*ASSIGNMENT*.
Nothing but the lines holding the string "opacity" should appear in the answer. Copy them from the entries.

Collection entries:
***

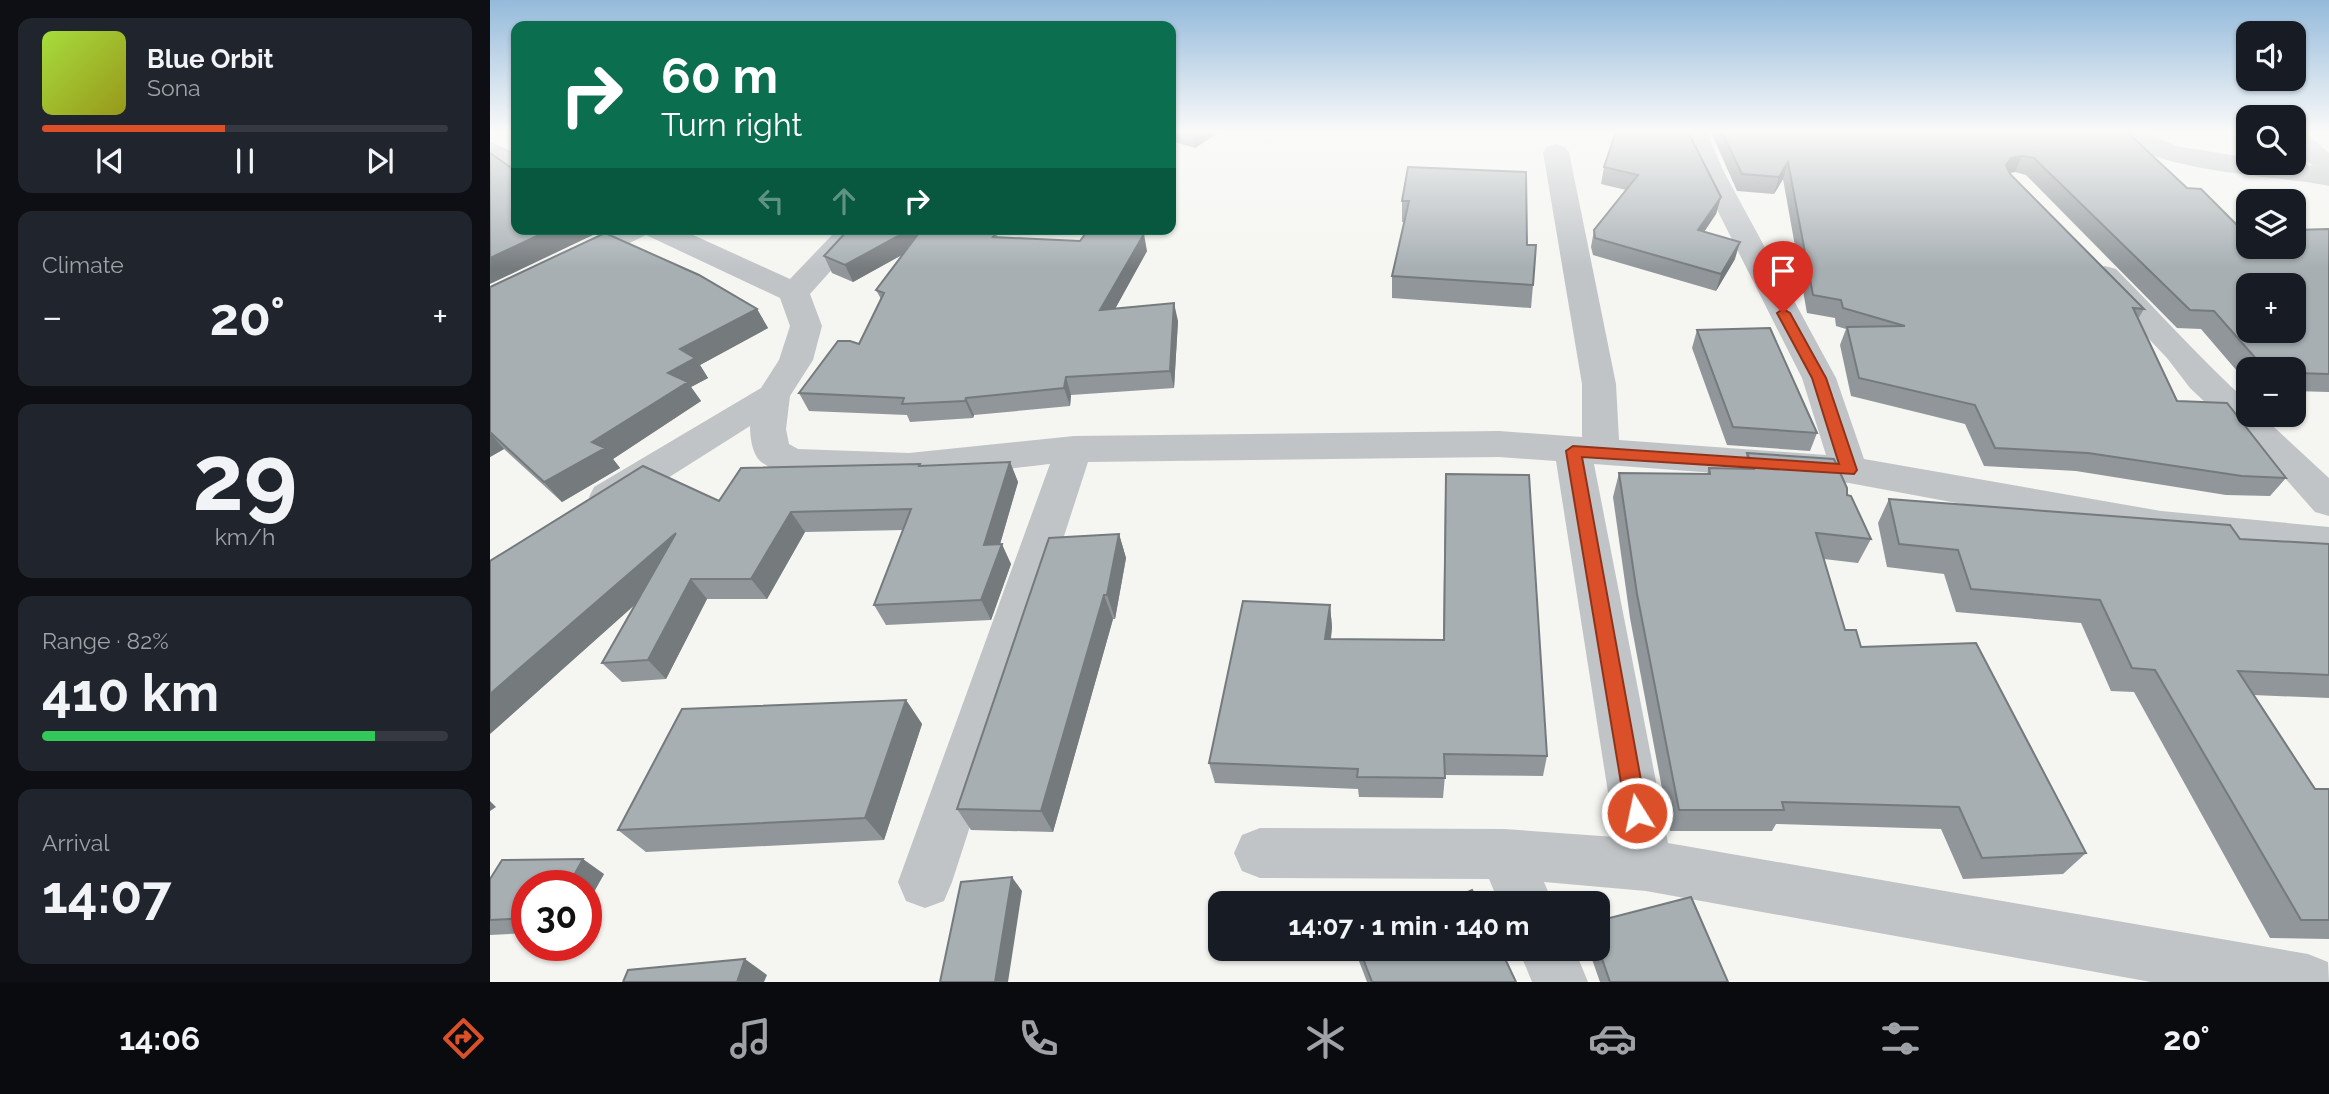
<!DOCTYPE html>
<meta charset="utf-8">
<style>
:root{--surface:#171b24;--page:#20242c;--text:#f1f3f6;--muted:#9ea1a6;--line:#363941;--accent:#dc5029}
body{margin:0;font-family:Raleway,sans-serif;background:var(--page);color:var(--text);height:100vh;display:flex;flex-direction:column;font-size:26px;white-space:nowrap}
*{box-sizing:border-box;margin:0}
p{font-size:23px;color:var(--muted)}
.icon{flex:none;width:38px;height:38px;fill:none;stroke:currentColor;stroke-width:2;stroke-linecap:round;stroke-linejoin:round}
.map{position:relative;flex:1;overflow:hidden}
.drawer{display:flex;flex-direction:column;gap:18px;padding:18px;background:#0d0f14;width:490px}
.drawer>*{flex:none}
.guide{position:absolute;left:21px;top:21px;width:665px;height:214px;border-radius:14px;box-shadow:0 2px 5px #0004;background:#0b6e4f;color:#fff;overflow:hidden}
.buttons{position:absolute;left:1746px;top:21px;display:grid;gap:14px}
.buttons a{display:grid;place-items:center;width:70px;height:70px;border-radius:14px;background:var(--surface);box-shadow:0 2px 5px #0004;font-size:35px}
.speed{position:absolute;left:21px;top:870px;display:flex;gap:14px;font-size:35px;font-weight:700;text-align:center}
.speed>*{display:grid;place-content:center;width:91px;height:91px;border-radius:50%;background:var(--surface);box-shadow:0 2px 5px #0004;line-height:1}
.speed .limit{border:10px solid #d22;background:#fff;color:#111}
.pin{position:absolute;display:grid;place-items:center;width:60px;height:60px;color:#fff;margin:-72px -30px;border-radius:50% 50% 50% 0;rotate:-45deg;box-shadow:0 0 7px #0007}
.pin .icon{rotate:45deg}
.me{position:absolute;width:77px;margin:-38px;rotate:350deg;stroke-linejoin:round;filter:drop-shadow(0 0 5px #0008)}
.turn{display:flex;align-items:center;gap:24px;height:147px;padding:0 35px;font-size:32px}
.turn .icon{width:91px;height:91px;stroke-width:2.5}
.turn b{display:block;font-size:49px;line-height:60px}
.lanes{display:flex;align-items:center;height:66px;padding:0 35px;background:#0003;justify-content:center;gap:35px;direction:ltr}
.lanes .off{opacity:.35}
.big{font-size:52px;font-weight:700;line-height:1.1}
.drawer .widget{flex:1;display:flex;flex-direction:column;justify-content:center;gap:10px;min-width:0;padding:0 24px;border-radius:14px;background:var(--page)}
.drawer .dial{align-items:center;gap:0}
.dial b{font-size:91px;line-height:1}
.song{display:flex;align-items:center;gap:21px}
.cover{width:84px;height:84px;border-radius:10px;background:linear-gradient(135deg,hsl(80 70% 55%),hsl(60 70% 35%))}
.played{height:7px;border-radius:4px;background:linear-gradient(90deg,var(--accent) 45%,var(--line) 45%)}
.keys{display:flex;justify-content:space-around;direction:ltr}
.heat{display:flex;justify-content:space-between;align-items:center;font-size:38px;direction:ltr}
.charge{height:10px;border-radius:5px;background:linear-gradient(90deg,#34c759 82%,var(--line) 0)}
.trip{position:absolute;left:718px;top:891px;width:402px;height:70px;border-radius:14px;background:var(--surface);box-shadow:0 2px 5px #0004;font-weight:700;line-height:70px;text-align:center}
.tab-bar{display:flex;height:112px;justify-content:space-around;align-items:center;background:#090b0e;color:var(--muted)}
.tab-bar .icon{width:49px;height:49px}
.tab-bar .current{color:var(--accent)}
.tab-bar b{font-size:32px;color:var(--text)}
main{display:flex;flex:1;min-height:0}
.map>svg:first-child{display:block}
</style>
<main>
<section class="drawer">
<div class="widget">
<div class="song"><i class="cover"></i><div><b>Blue Orbit</b><p>Sona</p></div></div>
<div class="played"></div>
<div class="keys"><svg class="icon" aria-label="previous" viewBox="0 0 24 24"><path d="M18 5L8 12l10 7zM5 5v14"/></svg><svg class="icon" aria-label="pause" viewBox="0 0 24 24"><path d="M8 5v14M16 5v14"/></svg><svg class="icon" aria-label="next" viewBox="0 0 24 24"><path d="M6 5l10 7-10 7zM19 5v14"/></svg></div>
</div>
<div class="widget"><p>Climate</p>
<div class="heat"><a>−</a><b class="big">20°</b><a>+</a></div>
</div>
<div class="widget dial"><b>29</b><p>km/h</p></div>
<div class="widget"><p>Range · 82%</p><b class="big">410 km</b><div class="charge"></div></div>
<div class="widget"><p>Arrival</p><b class="big">14:07</b></div>
</section>
<div class="map">
<svg width="1839" height="982" viewBox="0 0 1839 982">
<rect width="100%" height="100%" fill="#f5f5f1"/>
<g fill="none" stroke-linecap="round" stroke-linejoin="round">
<!-- street -->
<path fill="#c0c4c7" fill-rule="evenodd" d="M 1195,132 L 1220,132 L 1220,140 L 1234,172 L 1346,378 L 1374,459 L 1671,511 L 1839,527 L 1839,557 L 1671,541 L 1359,483 L 1104,464 L 1178,843 L 1818,954 L 1838,962 L 1839,982 L 1661,982 L 1156,891 L 1054,882 L 1063,903 L 1009,903 L 999,879 L 770,878 L 752,871 L 744,853 L 752,835 L 770,828 L 1015,829 L 1125,837 L 1066,461 L 1009,457 L 598,462 L 462,882 L 454,901 L 435,908 L 416,901 L 408,882 L 560,464 C 502,470 313,498 270,461 C 262,453 260,437 260,426 L 132,507 L 118,511 L 104,507 L 99,497 L 104,487 L 271,388 L 289,360 L 300,326 L 290,298 L 156,235 L 11,306 L 0,308 L 0,287 L 122,229 L 190,229 L 300,279 L 343,234 L 351,229 L 386,229 L 382,235 L 363,246 L 320,294 L 332,326 L 323,360 L 300,396 L 296,429 L 299,444 L 308,449 L 419,453 L 584,436 L 1009,431 L 1092,437 L 1092,384 L 1053,152 L 1057,147 L 1066,144 L 1075,147 L 1079,152 L 1126,384 L 1129,440 L 1336,455 L 1312,378 L 1208,172 L 1194,140 Z
M 1627,132 L 1656,132 L 1686,146 L 1759,158 L 1759,163 L 1800,163 L 1823,166 L 1804,149 L 1804,132 L 1815,132 L 1839,153 L 1839,186 C 1790,175 1656,173 1627,132 Z
M 0,142 L 26,153 L 26,171 L 0,160 Z
M 1615,266 L 1626,269 C 1670,313 1712,361 1759,403 L 1759,415 L 1771,415 L 1839,478 L 1839,516 L 1825,512 L 1794,477 L 1700,388 L 1677,358 L 1604,281 L 1600,275 L 1604,269 Z
M 1028,948 L 1084,948 L 1098,982 L 1042,982 Z"/>
</g>
<!-- wall -->
<path fill="#90969a" d="M 681,132 L 729,132 L 705,148 L 681,141 Z
M 1126,132 L 1231,197 L 1226,214 L 1214,232 L 1245,259 L 1226,291 L 1103,255 L 1101,247 L 1104,230 L 1136,190 L 1111,184 L 1114,167 Z
M 1221,132 L 1637,132 L 1697,188 L 1753,231 L 1839,229 L 1839,392 L 1804,391 L 1804,369 L 1759,369 L 1759,385 L 1711,329 L 1687,328 L 1536,175 L 1525,172 L 1520,173 L 1654,309 L 1648,319 L 1687,401 L 1796,478 L 1780,496 L 1736,495 L 1586,471 L 1494,466 L 1475,424 L 1361,396 L 1350,345 L 1356,329 L 1346,326 L 1345,318 L 1317,313 L 1293,179 L 1284,194 L 1247,191 Z
M 1036,172 L 1037,245 L 1043,285 L 1041,308 L 902,298 L 902,276 L 914,222 L 912,222 L 912,201 Z
M 506,233 L 508,238 L 657,251 L 625,309 L 688,321 L 684,388 L 581,395 L 580,406 L 484,415 L 483,418 L 420,422 L 417,415 L 319,411 L 309,393 L 369,344 L 391,299 L 386,290 L 413,254 L 363,282 L 342,273 L 334,256 Z
M 0,287 L 267,309 L 278,328 L 210,365 L 218,378 L 201,387 L 211,401 L 123,459 L 130,468 L 72,502 L 14,449 L 0,457 Z
M 1207,330 L 1327,433 L 1320,451 L 1237,445 L 1202,348 Z
M 1257,453 L 1357,495 L 1381,539 L 1368,563 L 1334,559 L 1355,630 L 1371,647 L 1596,853 L 1573,874 L 1473,879 L 1451,829 L 1286,824 L 1282,831 L 1180,831 L 1140,618 L 1123,497 L 1129,473 L 1217,474 L 1219,468 L 1252,469 Z
M 520,462 L 528,482 L 510,544 L 521,564 L 501,620 L 396,625 L 384,605 L 413,530 L 315,532 L 277,599 L 217,599 L 176,679 L 132,682 L 112,663 L 146,603 L 0,734 L 229,501 L 430,464 L 431,466 Z
M 955,496 L 1057,756 L 1053,776 L 955,775 L 953,798 L 869,797 L 868,789 L 725,783 L 719,763 L 840,605 L 842,627 L 841,639 L 953,640 Z
M 1399,499 L 1750,539 L 1839,544 L 1839,698 L 1763,695 L 1825,789 L 1839,789 L 1839,939 L 1780,938 L 1644,692 L 1621,691 L 1591,623 L 1466,612 L 1454,574 L 1397,567 L 1388,523 Z
M 629,534 L 636,558 L 625,619 L 623,619 L 563,832 L 481,830 L 467,809 Z
M 416,700 L 432,724 L 394,840 L 156,852 L 128,830 Z
M 114,874 L 96,906 L 96,886 L 37,886 L 37,933 L 0,935 L 0,879 Z
M 867,948 L 1010,948 L 1026,982 L 877,982 L 869,961 Z
M 1098,948 L 1108,948 L 1238,982 L 1110,982 Z"/>
<!-- shaded-wall -->
<path fill="#757a7d" d="M 706,132 L 729,132 L 705,148 L 703,134 Z
M 1532,156 L 1525,172 L 1513,174 L 1516,165 L 1521,158 Z
M 1298,162 L 1293,179 L 1284,194 L 1289,177 Z
M 1231,197 L 1226,214 L 1203,248 L 1208,230 Z
M 62,229 L 99,229 L 103,235 L 0,284 L 0,258 Z
M 421,229 L 437,229 L 441,239 L 363,282 L 355,265 Z
M 654,234 L 657,251 L 615,327 L 610,310 Z
M 1250,242 L 1245,259 L 1226,291 L 1231,274 Z
M 684,303 L 688,321 L 684,388 L 680,371 Z
M 267,309 L 278,328 L 210,365 L 218,378 L 201,387 L 211,401 L 123,459 L 130,468 L 72,502 L 54,482 L 102,442 L 178,373 L 190,349 Z
M 576,377 L 581,395 L 580,406 L 574,388 Z
M 476,398 L 484,415 L 483,418 L 475,401 Z
M 0,433 L 14,449 L 0,457 Z
M 520,462 L 528,482 L 504,565 L 494,545 Z
M 301,512 L 315,532 L 277,599 L 261,579 Z
M 186,533 L 203,553 L 0,734 L 0,694 Z
M 629,534 L 636,558 L 625,619 L 617,595 Z
M 512,544 L 521,564 L 501,620 L 491,600 Z
M 201,579 L 217,599 L 176,679 L 158,660 Z
M 614,595 L 623,619 L 563,832 L 551,811 Z
M 840,605 L 842,627 L 838,660 L 835,639 Z
M 416,700 L 432,724 L 394,840 L 375,818 Z
M 0,801 L 6,807 L 0,811 Z
M 93,859 L 114,874 L 96,906 L 96,886 L 78,886 Z
M 522,877 L 532,891 L 518,982 L 505,982 Z
M 255,959 L 277,975 L 274,982 L 247,982 Z"/>
<!-- building -->
<path fill="#a7afb3" stroke="#757a7d" stroke-width="2" fill-rule="evenodd" d="M 1126,132 L 1198,132 L 1231,197 L 1208,230 L 1250,242 L 1231,274 L 1105,238 L 1104,230 L 1148,175 L 1114,167 Z
M 1232,132 L 1637,132 L 1697,188 L 1711,189 L 1753,231 L 1759,231 L 1759,247 L 1804,247 L 1804,230 L 1839,229 L 1839,374 L 1804,373 L 1804,369 L 1775,369 L 1724,311 L 1700,310 L 1544,158 L 1532,156 L 1521,158 L 1516,165 L 1520,174 L 1654,309 L 1643,308 L 1687,401 L 1737,403 L 1796,478 L 1752,476 L 1598,453 L 1505,448 L 1485,405 L 1369,378 L 1357,327 L 1415,326 L 1353,308 L 1351,300 L 1323,295 L 1298,162 L 1289,177 L 1252,174 ZM 1759,285 L 1804,285 L 1804,331 L 1759,331 Z
M 0,153 L 26,171 L 26,229 L 62,229 L 0,258 Z
M 918,167 L 1036,172 L 1037,245 L 1046,245 L 1043,285 L 902,276 L 919,201 L 912,201 Z
M 360,229 L 421,229 L 355,265 L 334,256 L 357,231 Z
M 432,229 L 480,229 L 506,233 L 503,237 L 590,241 L 598,230 L 654,234 L 610,310 L 684,303 L 680,371 L 576,377 L 574,388 L 476,398 L 475,401 L 412,404 L 414,398 L 309,393 L 348,341 L 360,341 L 369,344 L 394,293 L 386,290 Z
M 115,233 L 209,275 L 267,309 L 190,349 L 205,358 L 178,373 L 198,382 L 102,442 L 115,448 L 54,482 L 0,432 L 0,287 Z
M 1280,328 L 1327,433 L 1243,427 L 1207,330 Z
M 1257,453 L 1344,459 L 1357,488 L 1357,495 L 1361,496 L 1381,539 L 1326,533 L 1355,630 L 1366,630 L 1371,647 L 1486,643 L 1596,853 L 1492,858 L 1469,807 L 1292,802 L 1294,810 L 1189,810 L 1147,594 L 1129,473 L 1220,474 L 1219,468 L 1264,469 Z
M 520,462 L 494,545 L 512,544 L 491,600 L 384,605 L 421,509 L 301,512 L 261,579 L 201,579 L 158,660 L 112,663 L 186,533 L 0,694 L 0,561 L 153,466 L 229,501 L 251,468 L 430,464 L 429,466 Z
M 956,474 L 1039,475 L 1057,756 L 954,754 L 955,778 L 867,777 L 868,769 L 719,763 L 753,601 L 840,605 L 835,639 L 954,640 Z
M 1399,499 L 1740,525 L 1750,539 L 1839,544 L 1839,675 L 1748,671 L 1825,789 L 1839,789 L 1839,920 L 1811,920 L 1665,670 L 1642,668 L 1610,600 L 1481,589 L 1468,550 L 1409,544 Z
M 629,534 L 617,595 L 614,595 L 551,811 L 467,809 L 559,538 Z
M 416,700 L 375,818 L 128,830 L 192,709 Z
M 93,859 L 78,886 L 37,886 L 37,918 L 0,920 L 0,879 L 12,860 Z
M 522,877 L 505,982 L 450,982 L 471,882 Z
M 982,890 L 988,903 L 953,903 Z
M 1201,897 L 1238,982 L 1120,982 L 1108,947 L 1108,921 Z
M 869,948 L 1010,948 L 1026,982 L 882,982 Z
M 255,959 L 247,982 L 133,982 L 138,970 Z"/>
<!-- sky -->
<linearGradient id="sky" x2="0" y2="1"><stop stop-color="#94badb"/><stop offset="0.49" stop-color="#fafaf9"/><stop offset="1" stop-color="#fafaf9" stop-opacity="0"/></linearGradient>
<rect width="1839" height="269" fill="url(#sky)"/>
<!-- route -->
<path fill="#dc5029" stroke="#8f341b" stroke-width="2" d="M 1293,309 L 1300,313 L 1336,378 L 1367,470 L 1364,474 L 1092,457 L 1157,813 L 1154,820 L 1147,823 L 1140,820 L 1136,813 L 1076,451 L 1083,446 L 1349,464 L 1322,378 L 1287,313 Z"/>
</svg>
<div class="buttons">
<a><svg class="icon" aria-label="sound" viewBox="0 0 24 24"><path d="M4 9h4l5-4v14l-5-4H4zM17 9q2 3 0 6"/></svg></a>
<a><svg class="icon" aria-label="search" viewBox="0 0 24 24"><circle cx="10" cy="10" r="6"/><path d="M15 15l6 6"/></svg></a>
<a><svg class="icon" aria-label="layers" viewBox="0 0 24 24"><path d="M12 4l9 5-9 5-9-5zM3 14l9 5 9-5"/></svg></a>
<a>+</a>
<a>−</a>
</div>
<div class="speed"><div class="limit">30</div></div>
<div class="pin" style="left:1293px;top:313px;background:#d93025"><svg class="icon" aria-label="arrive" viewBox="0 0 24 24"><path d="M6 21V4h12l-3 4 3 4H6"/></svg></div>
<svg class="me" style="left:1147px;top:813px" viewBox="-20 -20 40 40"><circle r="17" fill="#dc5029" stroke="#fff" stroke-width="3"/><path d="M0-11L8 9 0 5-8 9z" fill="#fff"/></svg>
<div class="trip">14:07 · 1 min · 140 m</div>
<div class="guide">
<div class="turn"><svg class="icon" aria-label="right" viewBox="0 0 24 24"><path d="M7 20v-9h11M14 6l5 5-5 5"/></svg><div><b>60 m</b>Turn right</div></div>
<div class="lanes"><svg class="icon off" aria-label="left" viewBox="0 0 24 24"><path d="M17 20v-9H6M10 6l-5 5 5 5"/></svg><svg class="icon off" aria-label="ahead" viewBox="0 0 24 24"><path d="M12 20V5M6 11l6-6 6 6"/></svg><svg class="icon" aria-label="right" viewBox="0 0 24 24"><path d="M7 20v-9h11M14 6l5 5-5 5"/></svg></div>
</div>
</div>
</main>
<nav class="tab-bar">
<b>14:06</b>
<svg class="icon current" aria-label="directions" viewBox="0 0 24 24"><path d="M12 3l9 9-9 9-9-9zM9 14v-3h6M13 9l2 2-2 2"/></svg>
<svg class="icon" aria-label="music" viewBox="0 0 24 24"><path d="M9 18V5l10-2v13"/><circle cx="6" cy="18" r="3"/><circle cx="16" cy="16" r="3"/></svg>
<svg class="icon" aria-label="phone" viewBox="0 0 24 24"><path d="M5 4h4l2 5-3 2q2 4 5 5l2-3 5 2v4C11 20 4 13 5 4z"/></svg>
<svg class="icon" aria-label="climate" viewBox="0 0 24 24"><path d="M12 3v18M4 7l16 10M4 17L20 7"/></svg>
<svg class="icon" aria-label="car" viewBox="0 0 24 24"><path d="M5 17H2v-5l4-1 3-4h7l3 4 3 1v5h-3M9 17h6M6 11h13"/><circle cx="7" cy="17" r="2"/><circle cx="17" cy="17" r="2"/></svg>
<svg class="icon" aria-label="filters" viewBox="0 0 24 24"><path d="M4 7h16M4 17h16"/><circle cx="9" cy="7" r="2"/><circle cx="15" cy="17" r="2"/></svg>
<b>20°</b>
</nav>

***

*ANSWER SECTION*.
.lanes .off{opacity:.35}
<linearGradient id="sky" x2="0" y2="1"><stop stop-color="#94badb"/><stop offset="0.49" stop-color="#fafaf9"/><stop offset="1" stop-color="#fafaf9" stop-opacity="0"/></linearGradient>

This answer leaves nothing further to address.